Australian feminist philosopher Val Plumwood coined the term "critical ecofeminism" to "situate humans in ecological terms and non-humans in ethical terms," for "the two tasks are interconnected, and cannot be addressed properly in isolation from each other." Variously using the terms "critical ecological feminism," "critical anti-dualist ecological feminism," and "critical ecofeminism," Plumwood's work developed amid a range of perspectives describing feminist intersections with ecopolitical issues-i.e., toxic production and toxic wastes, indigenous sovereignty, global economic justice, species justice, colonialism and dominant masculinity. Well over a decade before the emergence of posthumanist theory and the new materialisms, Plumwood's critical ecofeminist framework articulates an implicit posthumanism and respect for the animacy of all earthothers, exposing the linkages among diverse forms of oppression, and providing a theoretical basis for further activist coalitions and interdisciplinary scholarship.

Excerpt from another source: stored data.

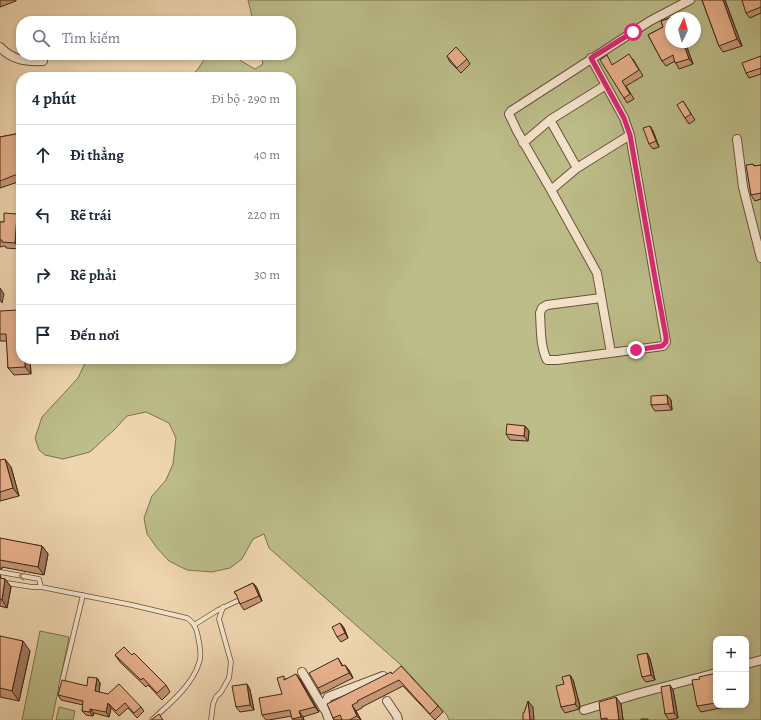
<!DOCTYPE html>
<html lang="vi">
<meta charset="utf-8">
<style>
body{margin:0;font-family:Alegreya,serif;background:#f2f2f3;color:#1f2937}
.controls{position:absolute;right:12px;bottom:12px;display:grid;overflow:hidden;border-radius:8px;box-shadow:0 2px 6px #0003}
.controls button{width:36px;height:36px;display:grid;place-items:center;padding:0;border:0;border-bottom:1px solid #e0e1e3;background:#fff;color:#1f2937;font:20px sans-serif}
.compass{position:absolute;left:665px;top:12px;width:36px;height:36px;border-radius:50%;background:#fff;box-shadow:0 2px 6px #0003;rotate:5deg}
.stop{position:absolute;width:12px;height:12px;margin:-9px;border:3px solid #db2777;border-radius:50%;background:#fff}
.stop.end{background:#db2777;border-color:#fff;box-shadow:0 1px 4px #0008}
.list{margin:0;padding:0;list-style:none}
h2{display:flex;justify-content:space-between;align-items:center;height:52px;margin:0;padding:0 16px;font-size:17px}
h2 small{font-size:13px;font-weight:400;color:#747a83}
.list li{display:grid;grid-template-columns:26px 1fr auto;gap:12px;align-items:center;box-sizing:border-box;height:60px;padding:0 16px;border-top:1px solid #e0e1e3}
.list b{display:block;font-size:15px;white-space:nowrap}
.list em{font-size:13px;font-style:normal;color:#747a83}
.icon{flex:none;width:22px;height:22px;fill:none;stroke:currentColor;stroke-width:2;stroke-linecap:round;stroke-linejoin:round}
.map{position:relative;flex:none;width:761px;height:720px;overflow:hidden}
.search{position:absolute;background:#fff;box-shadow:0 2px 6px #0003;left:16px;top:16px;width:280px;height:44px;display:flex;align-items:center;gap:10px;box-sizing:border-box;padding:0 14px;border-radius:16px;color:#747a83;font-size:15px}
.panel{position:absolute;background:#fff;box-shadow:0 2px 6px #0003;left:16px;top:72px;width:280px;height:292px;border-radius:16px}
.map>svg:first-child{display:block}
.green{fill:#bcbd89;stroke:#7e724f;fill-rule:evenodd}
.lines{fill:none;stroke-linecap:round;stroke-linejoin:round}
.service-casing{stroke:#6b523c;stroke-width:5.5}
.minor-casing{stroke:#6b523c;stroke-width:10}
.service{stroke:#f5e4cc;stroke-width:4}
.minor{stroke:#f5e4cc;stroke-width:8}
.wall{fill:#c89879;stroke:#3f2615}
.shaded-wall{fill:#a37c63;stroke:#3f2615}
.building{fill:#e9b18d;stroke:#3f2615}
.oneway{stroke:#9a8570}
.route{stroke:#db2777;stroke-width:5}
</style>
<div class="map">
<svg width="761" height="720" viewBox="0 0 761 720">
<rect width="100%" height="100%" fill="#efd6b0"/>
<filter id="stains"><feTurbulence type="fractalNoise" baseFrequency=".005" numOctaves="4"/><feColorMatrix values="0 0 0 0 .2 0 0 0 0 .09 0 0 0 0 .02 0 0 0 .5 -.17"/></filter>
<radialGradient id="worn" r=".72"><stop offset=".6" stop-color="#630" stop-opacity="0"/><stop offset="1" stop-color="#630" stop-opacity=".3"/></radialGradient>
<path class="green" d="M 248,0 L 761,0 L 761,720 L 449,720 L 447,715 L 401,665 L 269,548 L 264,534 L 253,539 L 242,559 L 230,568 L 212,572 L 187,570 L 169,561 L 157,548 L 147,534 L 144,518 L 152,496 L 166,480 L 173,464 L 176,438 L 169,423 L 146,412 L 127,416 L 115,429 L 90,452 L 63,459 L 45,455 L 39,450 L 35,438 L 42,417 L 78,378 L 87,359 L 291,359 L 291,77 L 190,77 L 198,69 L 207,55 L 231,55 L 255,69 L 263,64 L 261,55 L 291,55 L 291,21 L 253,21 ZM 671,18 L 695,18 L 695,42 L 671,42 ZM 716,639 L 746,639 L 746,705 L 716,705 Z
M 40,631 L 69,637 L 52,720 L 22,720 Z
M 59,707 L 75,711 L 73,720 L 56,720 Z"/>
<g class="lines">
<defs>
<path id="service" d="M 0,572 L 39,579 L 41,587 L 32,587 L 0,582
M 41,587 L 132,605 L 187,618 C 196,624 197,631 199,642 C 200,649 202,656 199,663 C 192,686 169,704 152,720
M 194,625 L 218,610 L 237,601
M 61,686 L 83,595
M 211,720 L 213,704 L 216,697 L 221,692 L 229,678 L 231,662 L 219,619 L 223,607"/>
<path id="minor" d="M 0,47 C 12,60 26,62 43,61
M 591,58 L 624,118 L 630,135 L 666,342 L 663,346 L 557,360 L 547,360 C 540,346 541,328 540,313 L 542,308 L 547,305 L 601,298
M 550,120 L 577,168
M 737,139 L 743,187 L 761,258
M 523,143 L 550,120 L 606,85
M 551,190 L 577,168 L 630,135
M 611,353 L 597,273 L 551,190 L 517,131 L 509,114 L 511,111 L 650,21 L 690,0
M 746,664 L 761,660
M 302,672 L 324,709
M 387,701 L 397,716 L 398,720
M 584,710 L 637,694 L 716,673
M 329,720 L 324,706 L 328,697 L 383,676"/>
</defs>
<use href="#service" class="service-casing"/>
<use href="#minor" class="minor-casing"/>
<use href="#service" class="service"/>
<use href="#minor" class="minor"/>
</g>
<path class="wall" d="M 0,0 L 16,0 L 16,1 L 0,7 Z
M 702,0 L 725,0 L 742,46 L 723,52 L 719,46 Z
M 761,0 L 761,13 L 750,18 L 746,13 Z
M 679,15 L 682,18 L 671,18 L 671,42 L 685,42 L 693,64 L 679,69 L 675,61 L 666,66 L 662,61 L 648,35 L 663,27 L 661,21 Z
M 447,56 L 467,59 L 470,64 L 461,73 L 450,62 Z
M 761,56 L 761,74 L 749,78 L 746,73 Z
M 633,59 L 643,76 L 626,86 L 634,99 L 627,103 L 624,98 L 613,64 Z
M 683,101 L 695,120 L 689,124 L 685,118 Z
M 650,126 L 653,131 L 659,147 L 653,149 L 649,144 Z
M 21,133 L 21,181 L 0,188 L 0,137 Z
M 753,164 L 755,166 L 761,165 L 761,199 L 755,201 L 751,195 Z
M 0,222 L 4,222 L 19,249 L 6,248 L 5,246 L 0,247 Z
M 0,311 L 21,359 L 30,359 L 31,374 L 14,375 L 8,368 L 7,341 L 0,341 Z
M 671,400 L 672,410 L 655,411 L 651,405 Z
M 525,426 L 529,431 L 528,441 L 510,440 L 506,434 Z
M 0,460 L 11,467 L 19,496 L 0,501 Z
M 0,539 L 42,546 L 48,554 L 44,575 L 2,567 L 2,569 L 0,569 Z
M 0,575 L 1,576 L 0,578 L 5,579 L 11,587 L 7,608 L 0,606 Z
M 253,583 L 257,588 L 262,601 L 244,610 L 240,604 L 237,596 L 234,592 Z
M 340,623 L 344,628 L 348,638 L 341,642 L 337,637 Z
M 0,636 L 30,651 L 19,701 L 0,697 Z
M 647,653 L 650,659 L 655,680 L 646,682 L 642,677 Z
M 115,655 L 132,655 L 166,685 L 170,692 L 162,700 L 148,685 L 146,687 L 120,662 Z
M 338,658 L 343,666 L 349,670 L 353,678 L 321,694 L 318,688 Z
M 716,673 L 716,705 L 725,705 L 725,707 L 701,712 L 697,706 Z
M 393,674 L 438,706 L 443,712 L 435,720 L 403,686 L 362,707 L 362,708 L 356,711 L 361,720 L 334,720 L 333,718 Z
M 97,678 L 100,683 L 99,692 L 141,707 L 144,711 L 137,718 L 128,708 L 119,716 L 111,708 L 109,717 L 94,713 L 93,716 L 86,715 L 82,711 L 83,705 L 61,700 L 58,695 L 87,686 Z
M 285,679 L 300,679 L 319,712 L 303,717 L 304,720 L 293,720 L 292,716 L 269,720 L 266,720 L 262,715 L 282,694 Z
M 573,680 L 580,706 L 579,709 L 565,713 L 561,707 L 564,684 Z
M 247,684 L 250,690 L 254,710 L 240,712 L 236,707 Z
M 673,690 L 678,718 L 669,720 L 665,714 Z
M 621,704 L 623,720 L 602,720 L 601,719 Z"/>
<path class="shaded-wall" d="M 723,0 L 725,0 L 742,46 L 737,39 Z
M 683,42 L 685,42 L 693,64 L 689,59 Z
M 650,126 L 653,131 L 659,147 L 656,141 Z
M 17,214 L 21,220 L 19,249 L 15,243 Z
M 0,288 L 4,294 L 2,303 L 0,300 Z
M 25,359 L 30,359 L 31,374 L 25,367 Z
M 667,395 L 671,400 L 672,410 L 668,404 Z
M 525,426 L 529,431 L 528,441 L 524,436 Z
M 5,459 L 11,467 L 19,496 L 13,488 Z
M 42,546 L 48,554 L 44,575 L 38,567 Z
M 5,579 L 11,587 L 7,608 L 2,600 Z
M 253,583 L 257,588 L 262,601 L 259,596 Z
M 340,623 L 344,628 L 348,638 L 345,633 Z
M 23,641 L 30,651 L 19,701 L 12,691 Z
M 647,653 L 650,659 L 655,680 L 651,675 Z
M 345,665 L 349,670 L 353,678 L 349,673 Z
M 296,674 L 300,679 L 319,712 L 315,707 Z
M 570,675 L 573,680 L 580,706 L 579,709 L 575,704 Z
M 97,678 L 100,683 L 99,696 L 95,691 Z
M 247,684 L 250,690 L 254,710 L 250,705 Z
M 670,685 L 673,690 L 678,718 L 674,713 Z
M 616,697 L 621,704 L 623,720 L 619,720 Z
M 528,701 L 533,707 L 534,720 L 530,720 Z
M 108,703 L 111,708 L 109,717 L 106,712 Z
M 352,705 L 356,711 L 361,720 L 357,716 Z
M 90,709 L 94,713 L 93,716 L 90,712 Z
M 299,711 L 303,717 L 304,720 L 303,720 L 301,717 Z"/>
<path class="building" d="M 702,0 L 723,0 L 737,39 L 719,46 Z
M 742,0 L 761,0 L 761,7 L 746,13 Z
M 679,15 L 681,18 L 671,18 L 671,42 L 683,42 L 689,59 L 675,63 L 673,55 L 662,61 L 648,35 L 663,27 L 661,21 Z
M 456,47 L 467,59 L 457,68 L 447,56 Z
M 629,54 L 639,70 L 622,81 L 630,94 L 624,98 L 600,60 L 607,55 L 612,65 Z
M 761,56 L 761,68 L 746,73 L 742,63 Z
M 55,74 L 64,77 L 54,77 Z
M 683,101 L 691,114 L 685,118 L 677,105 Z
M 650,126 L 656,141 L 649,144 L 643,128 Z
M 21,133 L 21,174 L 15,175 L 0,181 L 0,137 Z
M 753,164 L 754,166 L 761,165 L 761,193 L 751,195 L 746,165 Z
M 4,213 L 17,214 L 15,243 L 2,242 L 2,240 L 0,240 L 0,222 L 4,222 Z
M 18,307 L 21,307 L 21,359 L 25,359 L 25,367 L 8,368 L 6,334 L 0,334 L 0,311 L 18,310 Z
M 667,395 L 668,404 L 651,405 L 651,396 Z
M 507,424 L 525,426 L 524,436 L 506,434 Z
M 5,459 L 13,488 L 0,492 L 0,460 Z
M 0,538 L 42,546 L 38,567 L 0,560 Z
M 0,578 L 5,579 L 2,600 L 0,599 Z
M 253,583 L 259,596 L 240,604 L 236,594 L 234,592 Z
M 340,623 L 345,633 L 337,637 L 332,627 Z
M 0,636 L 23,641 L 12,691 L 0,688 Z
M 124,647 L 132,655 L 134,653 L 166,685 L 157,693 L 143,678 L 141,680 L 115,655 Z
M 647,653 L 651,675 L 642,677 L 637,655 Z
M 338,658 L 342,666 L 345,665 L 349,673 L 318,688 L 309,673 Z
M 401,666 L 438,706 L 430,714 L 399,680 L 357,701 L 358,702 L 352,705 L 357,716 L 349,720 L 342,720 L 340,715 L 333,718 L 327,704 L 391,672 L 392,674 Z
M 716,673 L 716,703 L 697,706 L 692,680 L 700,679 L 699,677 Z
M 296,674 L 315,707 L 299,711 L 301,717 L 292,719 L 290,710 L 262,715 L 259,698 L 282,694 L 277,678 L 284,676 L 284,680 Z
M 570,675 L 576,701 L 575,704 L 561,707 L 556,686 L 564,684 L 562,677 Z
M 88,677 L 97,678 L 95,691 L 108,694 L 119,684 L 141,707 L 134,713 L 125,703 L 116,711 L 108,703 L 106,712 L 90,709 L 90,712 L 82,711 L 83,701 L 58,695 L 62,680 L 87,686 Z
M 247,684 L 250,705 L 236,707 L 232,686 Z
M 670,685 L 674,713 L 665,714 L 661,687 Z
M 616,697 L 619,720 L 607,720 L 607,718 L 601,719 L 599,702 Z
M 528,701 L 530,720 L 523,720 L 523,713 L 524,713 Z
M 159,714 L 163,720 L 151,720 Z
M 641,719 L 648,719 L 648,720 L 641,720 Z"/>
<defs><path id="oneway-chevron" d="M-2-3.5L2.5 0L-2 3.5" fill="none" stroke-width="1.6" stroke-linecap="round" stroke-linejoin="round"/></defs>
<use class="oneway" href="#oneway-chevron" transform="translate(22 576) rotate(-171)"/>
<g class="lines">
<path class="route" d="M 633,32 L 591,58 L 624,118 L 630,135 L 656,284 L 666,337 L 666,342 L 662,346 L 636,350"/>
</g>
<rect width="100%" height="100%" filter="url(#stains)"/>
<rect width="100%" height="100%" fill="url(#worn)"/>
</svg>
<div class="controls">
<button>+</button>
<button>−</button>
</div>
<svg class="compass" viewBox="-18 -18 36 36"><path d="M0-13l5 13h-10z" fill="#e53935"/><path d="M0 13l5-13h-10z" fill="#747a83"/></svg>
<div class="stop" style="left:633px;top:32px"></div>
<div class="stop end" style="left:636px;top:350px"></div>
<div class="search"><svg class="icon" aria-label="search" viewBox="0 0 24 24"><circle cx="10" cy="10" r="6"/><path d="M15 15l6 6"/></svg>Tìm kiếm</div>
<section class="panel">
<h2>4 phút<small>Đi bộ · 290 m</small></h2>
<ul class="list">
<li><svg class="icon" aria-label="ahead" viewBox="0 0 24 24"><path d="M12 20V5M6 11l6-6 6 6"/></svg><div><b>Đi thẳng</b></div><em>40 m</em></li>
<li><svg class="icon" aria-label="left" viewBox="0 0 24 24"><path d="M17 20v-9H6M10 6l-5 5 5 5"/></svg><div><b>Rẽ trái</b></div><em>220 m</em></li>
<li><svg class="icon" aria-label="right" viewBox="0 0 24 24"><path d="M7 20v-9h11M14 6l5 5-5 5"/></svg><div><b>Rẽ phải</b></div><em>30 m</em></li>
<li><svg class="icon" aria-label="arrive" viewBox="0 0 24 24"><path d="M6 21V4h12l-3 4 3 4H6"/></svg><div><b>Đến nơi</b></div></li>
</ul>
</section>
</div>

Had Plumwood lived another ten years, she might have described her work as "Anthropocene Ecofeminism," "Critical Material Ecofeminism," "Posthumanist Anticolonial Ecofeminism"-all of these inflections are present in her work.
Here, Critical Ecofeminism advances upon Plumwood's intellectual, activist, and scholarly work by exploring its implications for a range of contemporary perspectives and issues--critical animal studies, plant studies, sustainability studies, environmental justice, climate change and climate justice, masculinities and sexualities. With the insights available through a critical ecofeminism, these diverse eco-justice perspectives become more robust.